What the task requires
Your task is to find every line of the listing that includes "filterUnits" and copy it.

The data
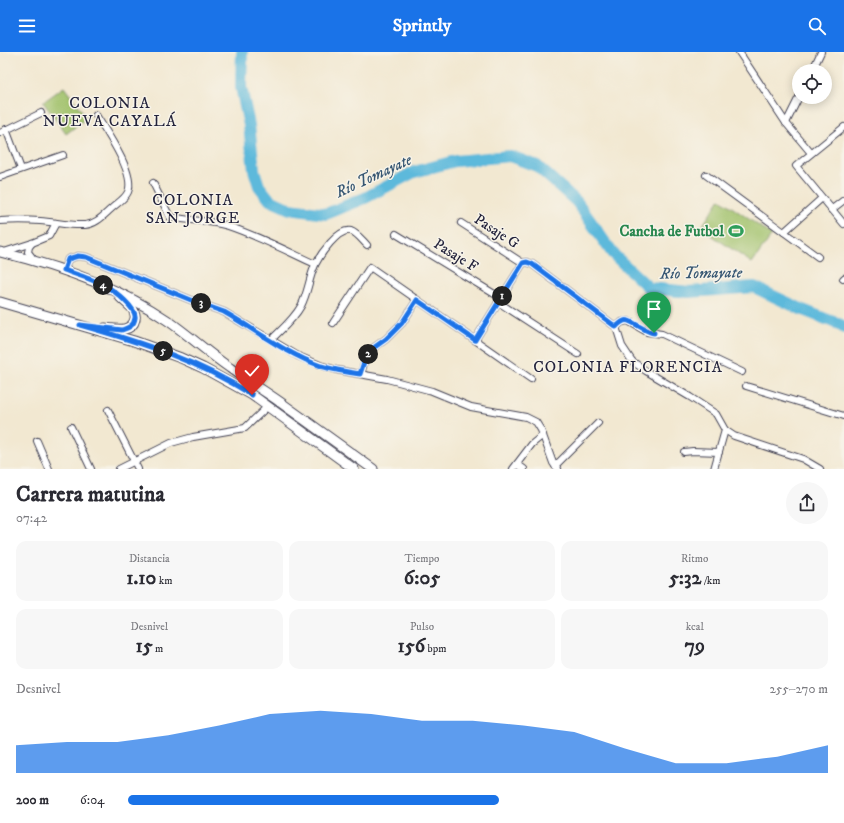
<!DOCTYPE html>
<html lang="es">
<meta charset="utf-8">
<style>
:root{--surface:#fff;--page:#f7f7f7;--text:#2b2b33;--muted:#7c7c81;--accent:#1a73e8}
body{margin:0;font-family:"IM FELL DW Pica",serif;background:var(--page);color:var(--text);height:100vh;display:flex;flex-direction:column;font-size:15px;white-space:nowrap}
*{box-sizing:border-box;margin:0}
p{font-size:13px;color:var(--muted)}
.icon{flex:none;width:22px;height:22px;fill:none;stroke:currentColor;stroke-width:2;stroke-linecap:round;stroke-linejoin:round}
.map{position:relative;height:417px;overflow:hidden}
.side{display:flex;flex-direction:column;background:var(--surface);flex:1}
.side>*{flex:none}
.buttons{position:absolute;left:792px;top:12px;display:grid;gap:8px}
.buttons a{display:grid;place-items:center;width:40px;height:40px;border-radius:50%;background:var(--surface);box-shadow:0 2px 10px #0003;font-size:20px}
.pin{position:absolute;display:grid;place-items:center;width:34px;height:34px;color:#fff;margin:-41px -17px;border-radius:50% 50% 50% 0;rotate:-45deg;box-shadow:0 0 4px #0007}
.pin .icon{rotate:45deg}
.km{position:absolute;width:20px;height:20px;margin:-10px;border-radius:50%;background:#222;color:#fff;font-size:11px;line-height:20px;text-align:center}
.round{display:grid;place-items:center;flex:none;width:42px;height:42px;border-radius:21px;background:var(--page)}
.headline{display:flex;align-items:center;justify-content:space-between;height:68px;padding:0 16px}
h1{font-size:22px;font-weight:800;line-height:30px}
.figures{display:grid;grid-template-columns:repeat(3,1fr);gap:6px;height:68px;padding:4px 16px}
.figures div{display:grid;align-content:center;border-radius:10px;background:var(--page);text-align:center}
.figures b{font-size:20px;font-weight:800}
.figures small{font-size:11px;font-weight:400}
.figures p{font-size:11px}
.chart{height:112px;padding:8px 16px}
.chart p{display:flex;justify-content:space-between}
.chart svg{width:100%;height:72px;margin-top:4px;fill:var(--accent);opacity:.7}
ul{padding:0 16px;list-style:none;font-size:13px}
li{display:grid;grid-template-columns:64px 48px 1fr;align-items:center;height:30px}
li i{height:10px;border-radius:5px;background:var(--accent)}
header{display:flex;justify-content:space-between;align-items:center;height:52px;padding:0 16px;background:var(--accent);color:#fff;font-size:18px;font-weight:800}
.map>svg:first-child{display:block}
.green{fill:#a0c16a;stroke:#617252}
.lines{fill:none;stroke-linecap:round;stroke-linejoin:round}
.river{stroke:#5db9db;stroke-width:12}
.street-casing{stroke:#414052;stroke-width:8}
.primary-casing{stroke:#414052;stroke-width:11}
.street{stroke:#fff;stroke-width:6}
.primary{stroke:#fff;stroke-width:9}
.route-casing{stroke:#fff;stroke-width:8}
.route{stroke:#1a73e8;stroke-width:5}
.labels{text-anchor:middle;stroke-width:3;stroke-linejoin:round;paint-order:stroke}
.street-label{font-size:15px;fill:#22223b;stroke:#f7f3e8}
.leisure-label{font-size:15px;font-weight:bold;fill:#27864d;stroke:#f7f3e8;text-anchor:end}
.neighbourhood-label{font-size:16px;letter-spacing:1px;fill:#22223b;stroke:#f7f3e8}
.water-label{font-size:16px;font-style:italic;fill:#375773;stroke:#f7f3e8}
</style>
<header><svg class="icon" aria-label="menu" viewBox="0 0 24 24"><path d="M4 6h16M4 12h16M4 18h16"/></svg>Sprintly<svg class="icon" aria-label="search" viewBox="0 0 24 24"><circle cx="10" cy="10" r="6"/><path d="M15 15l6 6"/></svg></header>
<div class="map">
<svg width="844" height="417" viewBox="0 0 844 417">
<rect width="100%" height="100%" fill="#f7f3e8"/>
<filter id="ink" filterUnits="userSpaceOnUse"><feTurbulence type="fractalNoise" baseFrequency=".025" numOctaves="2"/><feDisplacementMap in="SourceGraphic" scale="8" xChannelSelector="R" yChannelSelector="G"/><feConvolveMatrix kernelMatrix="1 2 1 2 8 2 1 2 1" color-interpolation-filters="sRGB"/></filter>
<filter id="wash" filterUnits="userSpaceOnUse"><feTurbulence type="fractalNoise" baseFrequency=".012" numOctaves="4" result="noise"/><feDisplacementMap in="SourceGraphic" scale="16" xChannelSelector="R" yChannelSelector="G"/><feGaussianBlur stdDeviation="0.9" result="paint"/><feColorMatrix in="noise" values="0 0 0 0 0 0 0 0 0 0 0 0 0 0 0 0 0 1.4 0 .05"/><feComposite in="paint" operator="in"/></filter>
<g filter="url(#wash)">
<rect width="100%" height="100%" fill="#f2e8d1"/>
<!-- green -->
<g class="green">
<path d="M64,35L87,66L66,82L43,50Z"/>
<path d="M720,147L772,183L752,211L701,176Z"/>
</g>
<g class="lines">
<!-- river -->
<path class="river" d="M242,0L241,35L249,73L254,118L259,134L270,148L290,157L326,162L365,146L414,120L455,109L510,104L537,114L577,150L613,202L649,236L689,240L754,235L803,258L841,273L844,276"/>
</g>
</g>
<g filter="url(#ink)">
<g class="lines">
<!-- street casing -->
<g class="street-casing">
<g id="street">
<path d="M739,0L786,71L811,101"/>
<path d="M812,19L821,0"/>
<path d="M786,71L799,45"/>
<path d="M844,75L796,114L844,172"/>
<path d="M6,77L21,117"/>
<path d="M0,81L41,61"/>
<path d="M706,123L818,205"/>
<path d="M0,125L63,103"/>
<path d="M153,131L170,165C189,169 209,168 228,174C258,184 287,199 315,212"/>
<path d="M831,158L844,148"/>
<path d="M0,169C13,168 27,168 40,169C55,170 70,174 85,173C96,172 103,164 111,157C116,152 125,147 128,140C136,122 106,79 96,63"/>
<path d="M461,171L523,211L527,210L532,212L616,275"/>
<path d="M784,180L822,146"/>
<path d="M396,182L501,246"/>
<path d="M32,191L29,195L28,200L35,209"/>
<path d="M4,200L32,191L49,184L56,171"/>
<path d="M64,218L68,207L78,204L86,205L196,250L224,260L298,304L320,313L337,318L387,327L432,339L471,355L526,365L536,370L541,378L553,411L558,417"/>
<path d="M843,227L844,226"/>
<path d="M498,250L578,302"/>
<path d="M333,271L370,215L531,327"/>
<path d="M616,275L622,294L632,309L646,319L690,345L716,362L725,378L714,417"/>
<path d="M616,275L622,270L628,269L647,280L662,282L742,320"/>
<path d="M271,288C282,277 294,267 301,254C308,241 309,226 315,213C320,203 338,176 351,179C357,181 362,188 367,193"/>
<path d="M475,288L523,211"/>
<path d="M361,322L366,304L372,297L386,287L402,271L417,248"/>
<path d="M746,334L844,364"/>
<path d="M108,358L138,417"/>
<path d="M71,375L91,417"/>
<path d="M725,378L734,384L803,407L820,417"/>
<path d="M37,389L49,417"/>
<path d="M684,400L693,399L719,400"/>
<path d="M517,412L524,417"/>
<path d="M555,414L598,371"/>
<path d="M119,417L171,391L193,385L245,376L268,354"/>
<path d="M513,417L532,392L543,383"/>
</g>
</g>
<!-- primary casing -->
<g class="primary-casing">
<g id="primary">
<path d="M0,200C58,214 117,234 167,268C189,283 208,301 230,316C246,328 263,338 280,350C311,372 342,395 373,417"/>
<path d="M0,250L134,289L181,306L203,316L252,343L354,417"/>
<path d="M105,276C115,277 132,281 135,267C136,263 134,259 132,256C128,252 124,249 120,245"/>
</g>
</g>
<!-- street -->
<use href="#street" class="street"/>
<!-- primary -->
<use href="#primary" class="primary"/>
</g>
</g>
<g class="lines" filter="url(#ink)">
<!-- route casing -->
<g class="route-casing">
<path id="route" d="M252,343C199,309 140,290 80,273L122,278C128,276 134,274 135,266C137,257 115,239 107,235C96,228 77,223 64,218L68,207L78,204L86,205L196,250L224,260C256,278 286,302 321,314C334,318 347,320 360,322L366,304L372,297L386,287L402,271L417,248L475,288L523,211L527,210L532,212L616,275C618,273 621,270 624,269C630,266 645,280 654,281"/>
</g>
<!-- route -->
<use href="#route" class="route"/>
</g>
<!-- icons -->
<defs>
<g id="stadium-bare" transform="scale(1.2)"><path d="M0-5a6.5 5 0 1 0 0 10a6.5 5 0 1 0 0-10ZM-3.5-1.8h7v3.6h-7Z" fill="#2e9e5b" stroke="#f7f3e8" stroke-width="2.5" paint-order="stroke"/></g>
</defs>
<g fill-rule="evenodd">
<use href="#stadium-bare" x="736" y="179"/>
</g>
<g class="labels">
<!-- street labels -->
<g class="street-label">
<text transform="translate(497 179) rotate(33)" y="5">Pasaje G</text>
<text transform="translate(456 203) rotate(32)" y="5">Pasaje F</text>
</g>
<!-- leisure labels -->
<g class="leisure-label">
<text x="724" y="184">Cancha de Futbol</text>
</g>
<!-- neighbourhood labels -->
<g class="neighbourhood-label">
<text x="110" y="56">COLONIA<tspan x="110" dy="18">NUEVA CAYALÁ</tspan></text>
<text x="193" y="153">COLONIA<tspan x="193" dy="18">SAN JORGE</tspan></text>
<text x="628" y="320">COLONIA FLORENCIA</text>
</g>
<!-- water labels -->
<g class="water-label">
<text transform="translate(373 123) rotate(-25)" y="6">Río Tomayate</text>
<text transform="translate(701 220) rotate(-1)" y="6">Río Tomayate</text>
</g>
</g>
</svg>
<div class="buttons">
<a><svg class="icon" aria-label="locate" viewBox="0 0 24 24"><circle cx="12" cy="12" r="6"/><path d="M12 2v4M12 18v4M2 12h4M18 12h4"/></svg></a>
</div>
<div class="pin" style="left:654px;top:281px;background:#1e9e55"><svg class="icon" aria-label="arrive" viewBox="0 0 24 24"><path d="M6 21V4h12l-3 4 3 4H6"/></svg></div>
<div class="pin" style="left:252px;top:343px;background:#d93025"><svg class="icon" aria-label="check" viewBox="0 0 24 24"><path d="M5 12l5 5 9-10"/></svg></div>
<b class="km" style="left:502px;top:244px">1</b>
<b class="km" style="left:368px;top:302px">2</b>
<b class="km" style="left:201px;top:251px">3</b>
<b class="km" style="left:103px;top:233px">4</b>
<b class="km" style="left:163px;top:299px">5</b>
</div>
<section class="side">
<div class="headline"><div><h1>Carrera matutina</h1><p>07:42</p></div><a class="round"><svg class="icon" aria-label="share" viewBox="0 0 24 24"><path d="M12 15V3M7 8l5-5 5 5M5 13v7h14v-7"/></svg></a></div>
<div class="figures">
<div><p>Distancia</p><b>1.10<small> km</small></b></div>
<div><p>Tiempo</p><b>6:05</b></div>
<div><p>Ritmo</p><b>5:32<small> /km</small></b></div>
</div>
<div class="figures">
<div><p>Desnivel</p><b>15<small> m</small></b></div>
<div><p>Pulso</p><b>156<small> bpm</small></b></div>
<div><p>kcal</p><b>79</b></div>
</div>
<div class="chart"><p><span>Desnivel</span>255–270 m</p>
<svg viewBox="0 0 160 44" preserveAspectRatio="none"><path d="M0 44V27L10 25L20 25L30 21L40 15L50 8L60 6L70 8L80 12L90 12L100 15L110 19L120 29L130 38L140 38L150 34L160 27V44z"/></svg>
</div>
<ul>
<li><b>200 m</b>6:04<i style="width:53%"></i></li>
</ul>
</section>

Answer for the task
<filter id="ink" filterUnits="userSpaceOnUse"><feTurbulence type="fractalNoise" baseFrequency=".025" numOctaves="2"/><feDisplacementMap in="SourceGraphic" scale="8" xChannelSelector="R" yChannelSelector="G"/><feConvolveMatrix kernelMatrix="1 2 1 2 8 2 1 2 1" color-interpolation-filters="sRGB"/></filter>
<filter id="wash" filterUnits="userSpaceOnUse"><feTurbulence type="fractalNoise" baseFrequency=".012" numOctaves="4" result="noise"/><feDisplacementMap in="SourceGraphic" scale="16" xChannelSelector="R" yChannelSelector="G"/><feGaussianBlur stdDeviation="0.9" result="paint"/><feColorMatrix in="noise" values="0 0 0 0 0 0 0 0 0 0 0 0 0 0 0 0 0 1.4 0 .05"/><feComposite in="paint" operator="in"/></filter>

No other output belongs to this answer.